Revenant:
I would just add a couple of things:
- How hard you hold the gun and the amount,if any) of shoulder pressure you use is really an individual thing. Try some different things..your targets will tell you what your setup should be.
- A good starting point is just a bit of shoulder pressure against the butt, This is a lot easier if your front rest has a fore arm stop on it, but you can do it w/wo a stop.
- Try a gentle grip with your shooting hand around the wrist of the stock to start with. Start with your thumb on the action tang with just a bit of pressure. If you elevate your elbow with a bag this will help to keep you from twisting the gun as it comes back in recoil.
- Even with a 1.5-2 oz. trigger like we use in these BR guns, trigger control is an area that's very important. Don't slap the trigger..use a nice, quick, controlled pull on the trigger.
- Proper follow through is one area that gets BR shooters in trouble. Keep your head down as the gun comes back and develop good follow through after the gun fires. Don't be in such a hurry to look through the scope to see the target that you start lifting your head up as the gun comes back. That bullet has gone where it's gone, no matter how fast you look through the scope.
- Train yourself to shoot with both eyes open. After a shot, ask yourself if you know
exactly where the crosshairs were when the gun fired.

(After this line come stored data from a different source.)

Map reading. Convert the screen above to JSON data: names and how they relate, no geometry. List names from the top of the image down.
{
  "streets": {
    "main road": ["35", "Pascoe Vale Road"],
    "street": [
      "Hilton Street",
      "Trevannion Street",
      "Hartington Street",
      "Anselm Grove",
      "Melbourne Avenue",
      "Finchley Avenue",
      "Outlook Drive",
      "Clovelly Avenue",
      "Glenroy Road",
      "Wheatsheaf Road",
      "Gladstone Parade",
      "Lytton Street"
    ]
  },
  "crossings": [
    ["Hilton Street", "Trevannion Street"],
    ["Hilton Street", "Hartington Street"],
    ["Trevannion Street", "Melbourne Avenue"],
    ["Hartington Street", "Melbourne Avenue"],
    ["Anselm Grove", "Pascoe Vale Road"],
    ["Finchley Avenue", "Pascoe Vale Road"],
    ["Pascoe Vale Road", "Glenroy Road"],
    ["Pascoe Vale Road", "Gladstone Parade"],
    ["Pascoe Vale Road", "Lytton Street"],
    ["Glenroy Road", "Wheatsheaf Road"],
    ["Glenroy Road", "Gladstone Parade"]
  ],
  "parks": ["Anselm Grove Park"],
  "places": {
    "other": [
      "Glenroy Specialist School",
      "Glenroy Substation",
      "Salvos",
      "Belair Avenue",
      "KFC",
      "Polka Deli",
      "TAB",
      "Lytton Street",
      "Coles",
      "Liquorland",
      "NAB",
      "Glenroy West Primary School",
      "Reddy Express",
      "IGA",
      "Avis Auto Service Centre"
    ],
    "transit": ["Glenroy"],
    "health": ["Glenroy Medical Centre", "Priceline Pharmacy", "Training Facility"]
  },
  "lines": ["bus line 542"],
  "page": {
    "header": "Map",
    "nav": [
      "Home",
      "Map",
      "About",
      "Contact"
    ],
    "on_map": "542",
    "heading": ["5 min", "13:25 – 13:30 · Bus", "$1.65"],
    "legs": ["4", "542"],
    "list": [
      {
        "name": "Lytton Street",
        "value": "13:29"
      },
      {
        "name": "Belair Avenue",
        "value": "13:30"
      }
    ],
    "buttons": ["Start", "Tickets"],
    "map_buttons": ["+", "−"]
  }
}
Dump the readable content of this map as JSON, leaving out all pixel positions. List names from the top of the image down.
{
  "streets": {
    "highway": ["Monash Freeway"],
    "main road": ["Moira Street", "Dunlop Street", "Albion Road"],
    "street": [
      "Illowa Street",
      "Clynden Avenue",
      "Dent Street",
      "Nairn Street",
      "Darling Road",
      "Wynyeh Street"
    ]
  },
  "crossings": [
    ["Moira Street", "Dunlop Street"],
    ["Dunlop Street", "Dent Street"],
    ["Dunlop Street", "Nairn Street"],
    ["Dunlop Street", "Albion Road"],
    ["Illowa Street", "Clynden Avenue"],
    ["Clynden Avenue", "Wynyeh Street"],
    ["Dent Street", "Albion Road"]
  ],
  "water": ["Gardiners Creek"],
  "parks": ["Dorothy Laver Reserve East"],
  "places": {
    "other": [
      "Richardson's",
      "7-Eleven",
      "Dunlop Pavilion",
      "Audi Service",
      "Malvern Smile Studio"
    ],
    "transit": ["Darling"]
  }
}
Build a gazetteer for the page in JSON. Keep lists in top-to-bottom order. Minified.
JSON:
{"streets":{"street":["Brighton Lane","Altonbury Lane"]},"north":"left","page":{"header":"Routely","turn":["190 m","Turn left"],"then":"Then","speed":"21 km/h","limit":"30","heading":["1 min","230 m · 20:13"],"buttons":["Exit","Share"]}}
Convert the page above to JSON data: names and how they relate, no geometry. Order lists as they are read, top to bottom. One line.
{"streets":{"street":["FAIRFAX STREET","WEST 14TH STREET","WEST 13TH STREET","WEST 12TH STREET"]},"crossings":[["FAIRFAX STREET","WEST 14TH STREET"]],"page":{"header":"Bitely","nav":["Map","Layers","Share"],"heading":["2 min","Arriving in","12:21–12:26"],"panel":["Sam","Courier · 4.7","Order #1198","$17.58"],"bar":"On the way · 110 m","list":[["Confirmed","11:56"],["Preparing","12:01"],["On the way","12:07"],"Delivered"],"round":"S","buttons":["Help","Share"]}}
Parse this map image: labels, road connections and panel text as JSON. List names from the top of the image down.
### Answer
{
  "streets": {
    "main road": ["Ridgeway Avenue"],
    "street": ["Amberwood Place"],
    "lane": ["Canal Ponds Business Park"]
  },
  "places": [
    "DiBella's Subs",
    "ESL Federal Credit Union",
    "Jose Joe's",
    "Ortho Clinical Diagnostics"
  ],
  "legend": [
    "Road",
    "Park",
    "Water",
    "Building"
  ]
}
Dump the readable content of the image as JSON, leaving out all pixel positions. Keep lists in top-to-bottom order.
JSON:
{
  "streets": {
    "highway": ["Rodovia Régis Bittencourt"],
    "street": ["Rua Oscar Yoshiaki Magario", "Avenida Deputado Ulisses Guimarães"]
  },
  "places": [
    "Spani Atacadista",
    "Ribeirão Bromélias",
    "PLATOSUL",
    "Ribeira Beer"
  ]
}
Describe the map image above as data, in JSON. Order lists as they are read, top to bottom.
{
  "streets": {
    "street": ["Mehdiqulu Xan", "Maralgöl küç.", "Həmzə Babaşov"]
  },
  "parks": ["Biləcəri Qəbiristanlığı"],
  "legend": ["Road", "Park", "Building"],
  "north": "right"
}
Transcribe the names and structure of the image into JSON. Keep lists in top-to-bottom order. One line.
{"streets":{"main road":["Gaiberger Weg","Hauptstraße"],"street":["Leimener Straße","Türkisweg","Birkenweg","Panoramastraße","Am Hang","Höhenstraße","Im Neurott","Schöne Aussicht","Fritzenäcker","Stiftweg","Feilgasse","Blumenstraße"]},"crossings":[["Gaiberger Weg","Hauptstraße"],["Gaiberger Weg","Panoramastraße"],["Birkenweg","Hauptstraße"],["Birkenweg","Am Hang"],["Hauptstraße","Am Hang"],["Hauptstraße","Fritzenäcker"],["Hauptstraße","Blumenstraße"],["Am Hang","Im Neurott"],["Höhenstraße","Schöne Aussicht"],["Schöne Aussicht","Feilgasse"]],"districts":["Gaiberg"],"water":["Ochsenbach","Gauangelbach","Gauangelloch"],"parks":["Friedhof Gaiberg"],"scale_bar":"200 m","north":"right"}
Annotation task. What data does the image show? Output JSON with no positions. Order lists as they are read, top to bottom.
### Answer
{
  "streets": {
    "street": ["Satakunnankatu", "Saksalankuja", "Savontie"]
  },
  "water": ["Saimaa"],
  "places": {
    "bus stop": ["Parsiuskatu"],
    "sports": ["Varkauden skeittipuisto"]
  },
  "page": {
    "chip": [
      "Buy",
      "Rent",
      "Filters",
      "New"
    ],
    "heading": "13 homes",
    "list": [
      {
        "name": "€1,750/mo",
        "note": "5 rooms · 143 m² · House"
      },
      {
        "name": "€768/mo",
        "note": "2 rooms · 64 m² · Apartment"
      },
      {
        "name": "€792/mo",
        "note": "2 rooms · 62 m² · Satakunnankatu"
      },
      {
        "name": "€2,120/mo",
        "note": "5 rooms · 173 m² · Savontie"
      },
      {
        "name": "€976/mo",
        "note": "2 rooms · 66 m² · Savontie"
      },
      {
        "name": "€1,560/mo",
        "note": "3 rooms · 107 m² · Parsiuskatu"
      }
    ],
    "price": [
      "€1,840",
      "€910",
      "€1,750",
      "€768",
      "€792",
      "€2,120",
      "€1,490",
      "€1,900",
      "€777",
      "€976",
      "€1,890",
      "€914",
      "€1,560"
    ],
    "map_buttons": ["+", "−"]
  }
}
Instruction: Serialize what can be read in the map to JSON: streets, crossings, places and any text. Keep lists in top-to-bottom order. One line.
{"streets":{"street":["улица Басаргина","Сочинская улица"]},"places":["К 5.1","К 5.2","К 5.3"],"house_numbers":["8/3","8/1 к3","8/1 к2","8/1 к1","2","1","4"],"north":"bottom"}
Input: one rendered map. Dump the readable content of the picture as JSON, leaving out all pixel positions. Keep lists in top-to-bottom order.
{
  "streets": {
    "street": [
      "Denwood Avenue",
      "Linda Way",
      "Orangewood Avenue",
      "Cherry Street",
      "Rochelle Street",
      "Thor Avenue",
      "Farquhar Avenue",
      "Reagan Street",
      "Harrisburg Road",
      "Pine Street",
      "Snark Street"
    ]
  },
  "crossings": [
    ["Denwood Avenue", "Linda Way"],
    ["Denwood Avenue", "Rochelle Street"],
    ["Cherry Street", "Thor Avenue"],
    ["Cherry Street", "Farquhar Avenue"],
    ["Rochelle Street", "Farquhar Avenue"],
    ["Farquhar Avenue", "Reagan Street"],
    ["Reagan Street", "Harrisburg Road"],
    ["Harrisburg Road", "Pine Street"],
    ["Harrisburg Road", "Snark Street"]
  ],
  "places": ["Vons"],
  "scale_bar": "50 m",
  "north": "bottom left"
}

You will almost certainly change these things around as you get used to your gun and setup but this may give you some ideas for how to start. If possible, have an experienced BR shooter watch you and critique your form.
Have fun!

-Al
P.S. The
first pice of equipment a new shooter to the accuracy game should invest in is a couple of decent windflags and stands. Use 2 at 100 to start with. Without flags, you'll waste more money on components in two or three range sessions than they cost...and you still won't have flags. I
can't emphasize this enough for a new shooter.